Being aware of these potential pitfalls can help designers and building owners avoid common mistakes and assumptions about how lighting design is related to sustainable building solutions.
Lighting Concerns with Sustainable Building Solutions
Because lighting is such an essential component of building use, operating expenses, and the occupant experience, it is important to consider how all of your lighting choices will impact the project. Think about the following potential lighting concerns as you explore sustainable building solutions:
Peak daylight hours - If you are planning to use skylights to provide natural light, it is important to remember that the type of skylight you select will have an impact on how much natural light is available throughout the day. On flat and low-pitched roofs with traditional skylights, the angle of the sun informs how much light is allowed to enter the structure. This means that in the early morning and late afternoon, there is typically not enough light to meet the occupants’ needs and they will need to turn on electric lights.
Glare - When the sun is directly in front of a window or over a skylight, the intense light that enters the building can create undesirable glare. This can cause migraine headaches, which reduces employee efficiency, and often forces occupants to close the shades and turn on artifical lights to achieve the desired lighting level.
Thermal comfort - Direct sunlight through windows and skylights can also create solar heat gain, making the room too warm and prompting the air conditioner to work harder. This not only increases HVAC costs, but also impacts the comfort of the people inside. Heat loss through poorly insulated window and skylight openings can also make the room too cold in the winter.
Occupant habits - Even the most sustainable building solutions can be thwarted by the occupants who use the space.
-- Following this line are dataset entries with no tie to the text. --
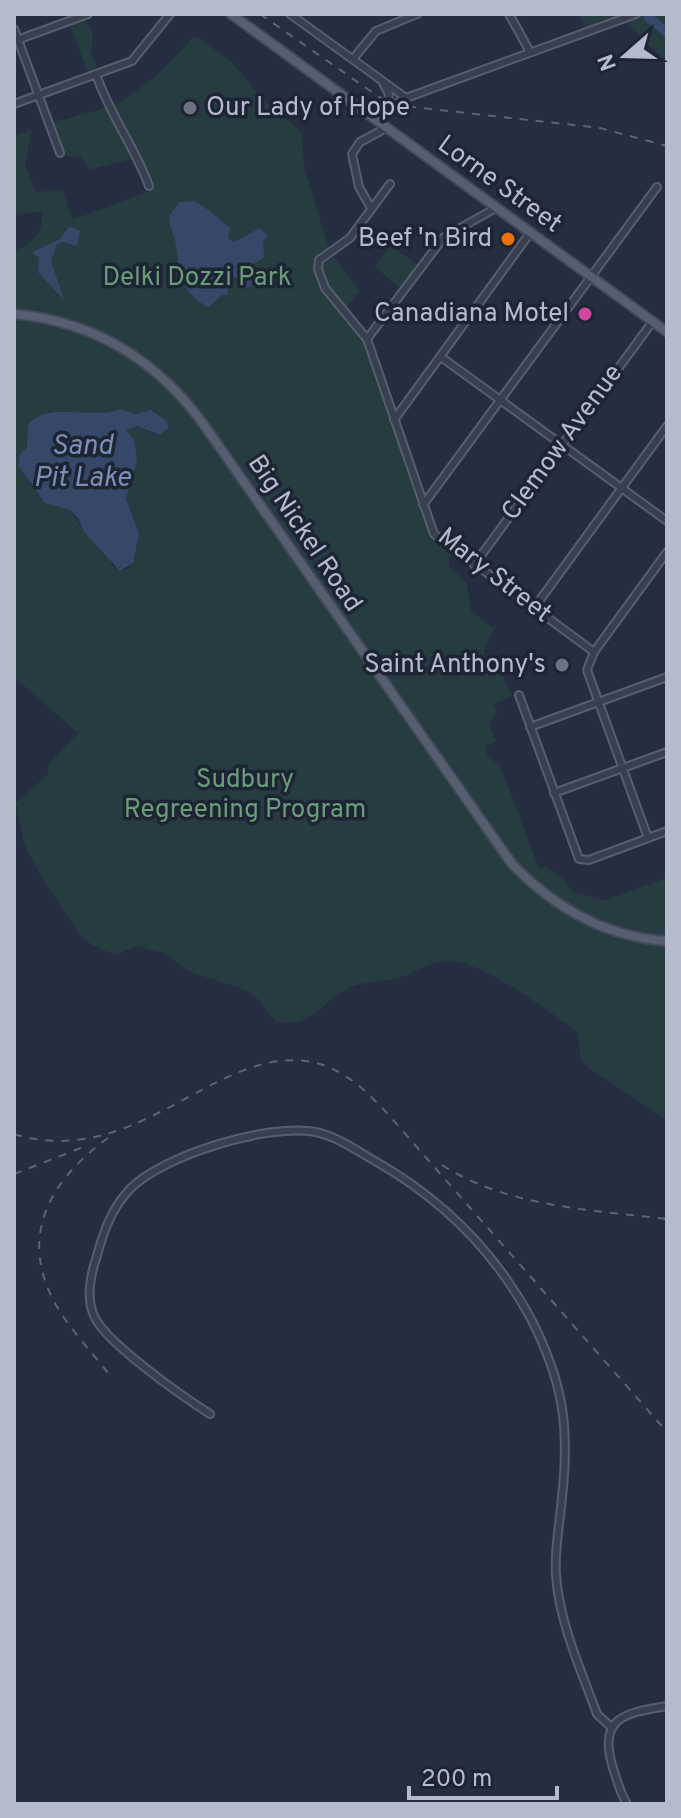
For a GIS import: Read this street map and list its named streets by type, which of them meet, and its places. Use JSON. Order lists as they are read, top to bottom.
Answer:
{
  "streets": {
    "main road": ["Lorne Street", "Big Nickel Road"],
    "street": ["Clemow Avenue", "Mary Street"]
  },
  "crossings": [
    ["Lorne Street", "Clemow Avenue"],
    ["Clemow Avenue", "Mary Street"]
  ],
  "water": ["Sand Pit Lake"],
  "parks": ["Delki Dozzi Park", "Sudbury Regreening Program"],
  "places": [
    "Our Lady of Hope",
    "Beef 'n Bird",
    "Canadiana Motel",
    "Saint Anthony's"
  ],
  "scale_bar": "200 m",
  "north": "left"
}
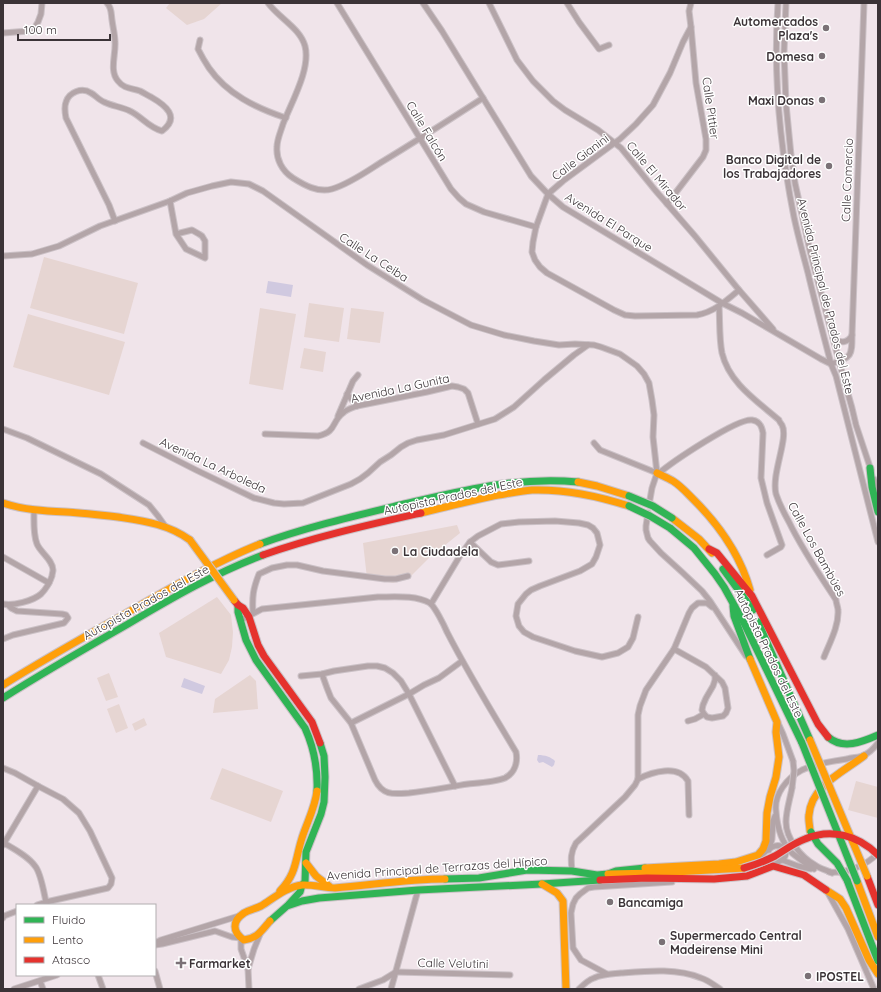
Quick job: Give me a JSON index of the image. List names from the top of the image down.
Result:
{
  "streets": {
    "main road": ["Autopista Prados del Este", "Avenida Principal de Terrazas del Hípico"],
    "street": [
      "Calle Pittier",
      "Calle Falcón",
      "Calle Gianini",
      "Calle El Mirador",
      "Calle Comercio",
      "Avenida El Parque",
      "Calle La Ceiba",
      "Avenida Principal de Prados del Este",
      "Avenida La Gunita",
      "Avenida La Arboleda",
      "Calle Los Bambúes",
      "Calle Velutini"
    ]
  },
  "crossings": [
    ["Calle Pittier", "Calle Gianini"],
    ["Calle Pittier", "Calle El Mirador"],
    ["Calle Falcón", "Calle Gianini"],
    ["Calle Gianini", "Calle El Mirador"],
    ["Calle Gianini", "Avenida El Parque"],
    ["Calle Gianini", "Calle Los Bambúes"],
    ["Calle El Mirador", "Avenida El Parque"],
    ["Calle Comercio", "Avenida Principal de Prados del Este"],
    ["Avenida El Parque", "Avenida Principal de Prados del Este"],
    ["Avenida El Parque", "Calle Los Bambúes"],
    ["Calle La Ceiba", "Avenida La Arboleda"],
    ["Avenida La Gunita", "Avenida La Arboleda"]
  ],
  "places": {
    "other": [
      "Automercados Plaza's",
      "Domesa",
      "Maxi Donas",
      "Banco Digital de los Trabajadores",
      "La Ciudadela",
      "Bancamiga",
      "Supermercado Central Madeirense Mini",
      "IPOSTEL"
    ],
    "health": ["Farmarket"]
  },
  "legend": ["Fluido", "Lento", "Atasco"],
  "scale_bar": "100 m"
}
When it comes to lighting, low-energy solutions are always a good idea, but when the lights do not get turned off at the end of the day, energy is wasted and electricity costs rise. Possible answers to this problem are to use sensors that automatically turn off when there is no activity in the space. An even more elegant method is to employ daylighting solutions that provide natural light all day long and do not consume any energy at all.
One solution to all of these potential lighting concerns is solar tracking skylights. They use a sophisticated GPS tracking system to adjust mirrors throughout the day and harness as much sunlight as possible, maximizing your building’s range of peak daylight hours. Glare is prevented with the use of diffuser lenses that provide consistent natural light throughout the space. A thermal barrier limits heat gain and loss so occupants stay comfortable with no resulting rise in HVAC costs. With ten or more hours per day of natural light, occupants may not even need to use electric lights at all during the work day, reducing wasted energy.